PROBLEM REQUIREMENTS: Pictures stay out; everything else from the first line of the entries down through the line with "border:8px solid #d22;" gets copied exactly.

=====

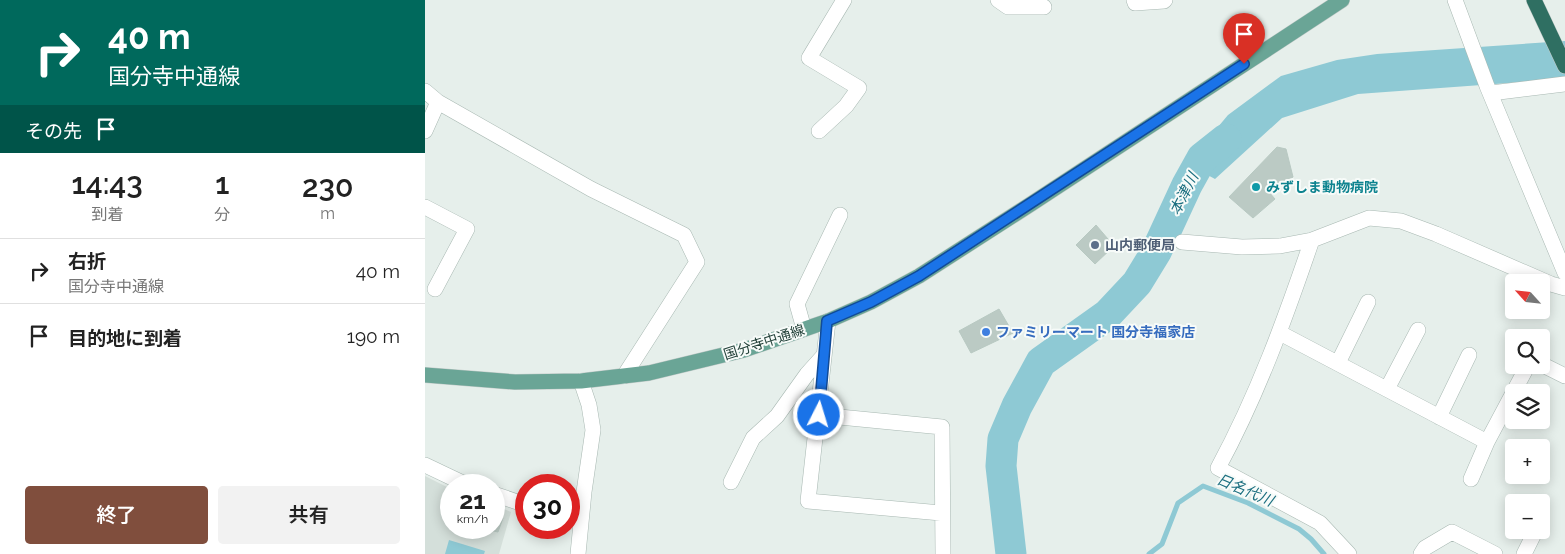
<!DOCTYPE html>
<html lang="ja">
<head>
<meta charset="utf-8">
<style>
  :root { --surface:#fff; --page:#f2f2f2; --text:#222; --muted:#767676; --line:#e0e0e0; --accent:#804e3d }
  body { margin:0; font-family:Raleway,"Noto Sans JP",sans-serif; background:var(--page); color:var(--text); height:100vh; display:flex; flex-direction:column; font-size:19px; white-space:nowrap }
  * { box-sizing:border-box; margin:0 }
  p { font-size:16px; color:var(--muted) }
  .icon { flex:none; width:28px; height:28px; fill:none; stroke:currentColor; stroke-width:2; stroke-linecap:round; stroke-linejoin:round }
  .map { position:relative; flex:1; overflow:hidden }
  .side { display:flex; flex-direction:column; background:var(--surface); width:425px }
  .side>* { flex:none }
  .guide { background:#00695c; color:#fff; overflow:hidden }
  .needle { width:32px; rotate:297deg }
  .buttons { position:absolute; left:1080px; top:274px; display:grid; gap:10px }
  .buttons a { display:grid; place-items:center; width:45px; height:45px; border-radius:5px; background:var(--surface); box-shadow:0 2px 12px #0003; font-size:25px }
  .speed { position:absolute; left:15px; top:474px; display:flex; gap:10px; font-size:25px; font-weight:700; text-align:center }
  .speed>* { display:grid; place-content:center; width:65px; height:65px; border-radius:50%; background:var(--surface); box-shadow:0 2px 12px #0003; line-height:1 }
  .speed small { font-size:12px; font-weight:400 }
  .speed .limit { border:8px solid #d22; background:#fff; color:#111 }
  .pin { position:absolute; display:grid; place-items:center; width:42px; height:42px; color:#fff; margin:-51px -21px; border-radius:50% 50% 50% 0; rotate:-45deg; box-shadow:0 0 5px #0007 }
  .pin .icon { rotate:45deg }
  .me { position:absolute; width:55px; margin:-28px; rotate:5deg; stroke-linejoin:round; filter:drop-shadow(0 0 4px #0008) }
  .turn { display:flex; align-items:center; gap:18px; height:105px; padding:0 25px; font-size:22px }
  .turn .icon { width:65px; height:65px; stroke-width:2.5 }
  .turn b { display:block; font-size:35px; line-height:42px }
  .then { display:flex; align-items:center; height:48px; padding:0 25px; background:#0003; gap:10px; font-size:19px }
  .eta { display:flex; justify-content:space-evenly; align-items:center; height:85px; text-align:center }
  .eta b { font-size:30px; font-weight:600; line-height:35px }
  .action { display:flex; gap:10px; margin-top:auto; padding:10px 25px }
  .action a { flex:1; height:58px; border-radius:5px; background:var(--accent); color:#fff; font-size:20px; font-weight:600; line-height:58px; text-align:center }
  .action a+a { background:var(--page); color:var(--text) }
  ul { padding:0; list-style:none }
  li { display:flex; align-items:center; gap:15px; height:65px; padding:0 25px; border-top:1px solid var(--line) }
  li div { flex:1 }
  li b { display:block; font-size:19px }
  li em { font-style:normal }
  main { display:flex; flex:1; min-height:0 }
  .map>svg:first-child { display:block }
</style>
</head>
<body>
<main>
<section class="side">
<div class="guide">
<div class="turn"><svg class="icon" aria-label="right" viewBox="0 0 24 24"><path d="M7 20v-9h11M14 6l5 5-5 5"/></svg><div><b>40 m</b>国分寺中通線</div></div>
<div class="then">その先<svg class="icon" aria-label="arrive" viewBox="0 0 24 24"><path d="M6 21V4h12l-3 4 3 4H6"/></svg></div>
</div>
<div class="eta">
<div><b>14:43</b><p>到着</p></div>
<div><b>1</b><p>分</p></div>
<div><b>230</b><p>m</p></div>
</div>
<ul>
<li><svg class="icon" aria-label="right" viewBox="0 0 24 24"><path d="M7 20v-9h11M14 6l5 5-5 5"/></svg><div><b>右折</b><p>国分寺中通線</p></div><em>40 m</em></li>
<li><svg class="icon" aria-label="arrive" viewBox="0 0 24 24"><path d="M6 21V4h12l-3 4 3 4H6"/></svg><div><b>目的地に到着</b></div><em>190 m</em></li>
</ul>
<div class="action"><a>終了</a><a>共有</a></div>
</section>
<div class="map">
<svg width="1140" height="554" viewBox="0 0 1140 554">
  <rect width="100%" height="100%" fill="#e6efeb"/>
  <path fill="#d4dfda" d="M0,476L26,489V528H69V505L86,512L74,554H0Z"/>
  <path fill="#8ec9d4" d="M1140,41V79L933,94L857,118L790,179L762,164L803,115L856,76L912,60L952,54Z
    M24,540L60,551L59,554H20Z"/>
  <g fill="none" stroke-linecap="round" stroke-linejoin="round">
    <path stroke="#8ec9d4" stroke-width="5" d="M724,554L737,544L753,503L778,486L823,503L874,529L886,539L899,554"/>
    <path stroke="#8ec9d4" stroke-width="31" d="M586,554L576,466L578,439L592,406L616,362L682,315L712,283L731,252L762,185L777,158L801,139"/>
  </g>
  <path fill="#bbcac4" stroke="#b8c9c2" d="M852,147L861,149L868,177L861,182L857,180L843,191L850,199L828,218L804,197Z
    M671,225L689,246L670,264L651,245Z
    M574,309L588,333L546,353L534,331Z
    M69,515L78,518L73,532L56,528H69Z"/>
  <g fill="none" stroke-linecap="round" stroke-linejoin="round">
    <defs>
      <path id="minor" d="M573,0L583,7H619
        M709,0L710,3L739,1L740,0
        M1030,0L1062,86L1140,273
        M0,91L13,102L166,189L259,235L272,262L199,376
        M1066,93L1140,84
        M0,131L13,102
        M394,131L421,106L434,88L384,58L419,0
        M0,207L42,229L10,289
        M887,240C860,319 833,394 793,468L895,523L924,554
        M757,242L817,247L855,246L887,240L944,218L976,221L1011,234L1126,284L1140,288
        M403,321L383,501L516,513
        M379,329L372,304L415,215
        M855,333L1062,442
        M913,363L943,302
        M1116,364L1140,376
        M962,389L993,330
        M394,415L517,427L518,554
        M1014,417L1044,355
        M0,465L42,485
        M1046,479L1062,442L1103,365
        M306,482L328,438L352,416L382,374L399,355
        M69,494L101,505
        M153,554L159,492L168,430L164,405L156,381
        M996,554L1000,548L1027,532L1070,554
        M1099,554L1111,530"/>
      <path id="major" d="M0,375L90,382L156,381L224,373L319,350L403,321L446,302L494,276L606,204L917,0"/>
      <path id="highway" d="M1109,0L1140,66"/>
    </defs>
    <use href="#minor" stroke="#a8b8b2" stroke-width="16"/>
    <use href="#major" stroke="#c2cac8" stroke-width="16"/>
    <use href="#highway" stroke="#c2cac8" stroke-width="16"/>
    <use href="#minor" stroke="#fff" stroke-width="15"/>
    <use href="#major" stroke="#6aa596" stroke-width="15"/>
    <use href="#highway" stroke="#2f6f62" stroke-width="15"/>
  </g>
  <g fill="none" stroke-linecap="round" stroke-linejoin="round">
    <defs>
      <path id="route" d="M394,415L402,321L446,302L494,276L819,64"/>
    </defs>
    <use href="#route" stroke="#114b97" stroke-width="12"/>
    <use href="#route" stroke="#1a73e8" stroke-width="9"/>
  </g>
  <circle fill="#0f9aa8" stroke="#f7fbf9" stroke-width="2" cx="831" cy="187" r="5"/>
  <circle fill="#5c6f8a" stroke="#f7fbf9" stroke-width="2" cx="670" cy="245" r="5"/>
  <circle fill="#3f7fe0" stroke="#f7fbf9" stroke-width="2" cx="561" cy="332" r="5"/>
  <g text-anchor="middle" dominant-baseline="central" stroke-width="4" stroke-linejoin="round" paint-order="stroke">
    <g font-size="14" font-weight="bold" fill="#0d838f" stroke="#f7fbf9" text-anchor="start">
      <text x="841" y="187">みずしま動物病院</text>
    </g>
    <g font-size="14" font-weight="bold" fill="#4e5e75" stroke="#f7fbf9" text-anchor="start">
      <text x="680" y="245">山内郵便局</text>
    </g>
    <g font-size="14" font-weight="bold" fill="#366cbe" stroke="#f7fbf9" text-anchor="start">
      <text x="571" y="332">ファミリーマート 国分寺福家店</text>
    </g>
    <g font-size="14" fill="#24423a" stroke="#f7fbf9">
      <text transform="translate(339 342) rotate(-18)">国分寺中通線</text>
    </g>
    <g font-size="15" font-style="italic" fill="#1c6f80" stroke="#f7fbf9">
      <text transform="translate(759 194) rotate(-63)">本津川</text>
      <text transform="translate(820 490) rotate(23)">日名代川</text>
    </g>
  </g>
</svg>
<div class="buttons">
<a><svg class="needle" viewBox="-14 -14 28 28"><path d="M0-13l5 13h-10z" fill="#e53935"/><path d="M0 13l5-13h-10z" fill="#767676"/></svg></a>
<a><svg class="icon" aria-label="search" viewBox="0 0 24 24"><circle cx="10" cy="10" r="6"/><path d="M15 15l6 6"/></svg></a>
<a><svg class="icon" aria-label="layers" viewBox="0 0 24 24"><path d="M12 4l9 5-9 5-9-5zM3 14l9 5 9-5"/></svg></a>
<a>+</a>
<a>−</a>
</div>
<div class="speed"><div>21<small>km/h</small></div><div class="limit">30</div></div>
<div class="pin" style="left:819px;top:64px;background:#d93025"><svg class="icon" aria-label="arrive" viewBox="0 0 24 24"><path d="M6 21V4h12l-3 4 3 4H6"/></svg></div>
<svg class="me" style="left:394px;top:415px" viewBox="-20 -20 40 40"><circle r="17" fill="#1a73e8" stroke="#fff" stroke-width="3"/><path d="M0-11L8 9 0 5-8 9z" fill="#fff"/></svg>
</div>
</main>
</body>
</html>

=====

OUTPUT FOR THIS TASK:
<!DOCTYPE html>
<html lang="ja">
<head>
<meta charset="utf-8">
<style>
  :root { --surface:#fff; --page:#f2f2f2; --text:#222; --muted:#767676; --line:#e0e0e0; --accent:#804e3d }
  body { margin:0; font-family:Raleway,"Noto Sans JP",sans-serif; background:var(--page); color:var(--text); height:100vh; display:flex; flex-direction:column; font-size:19px; white-space:nowrap }
  * { box-sizing:border-box; margin:0 }
  p { font-size:16px; color:var(--muted) }
  .icon { flex:none; width:28px; height:28px; fill:none; stroke:currentColor; stroke-width:2; stroke-linecap:round; stroke-linejoin:round }
  .map { position:relative; flex:1; overflow:hidden }
  .side { display:flex; flex-direction:column; background:var(--surface); width:425px }
  .side>* { flex:none }
  .guide { background:#00695c; color:#fff; overflow:hidden }
  .needle { width:32px; rotate:297deg }
  .buttons { position:absolute; left:1080px; top:274px; display:grid; gap:10px }
  .buttons a { display:grid; place-items:center; width:45px; height:45px; border-radius:5px; background:var(--surface); box-shadow:0 2px 12px #0003; font-size:25px }
  .speed { position:absolute; left:15px; top:474px; display:flex; gap:10px; font-size:25px; font-weight:700; text-align:center }
  .speed>* { display:grid; place-content:center; width:65px; height:65px; border-radius:50%; background:var(--surface); box-shadow:0 2px 12px #0003; line-height:1 }
  .speed small { font-size:12px; font-weight:400 }
  .speed .limit { border:8px solid #d22; background:#fff; color:#111 }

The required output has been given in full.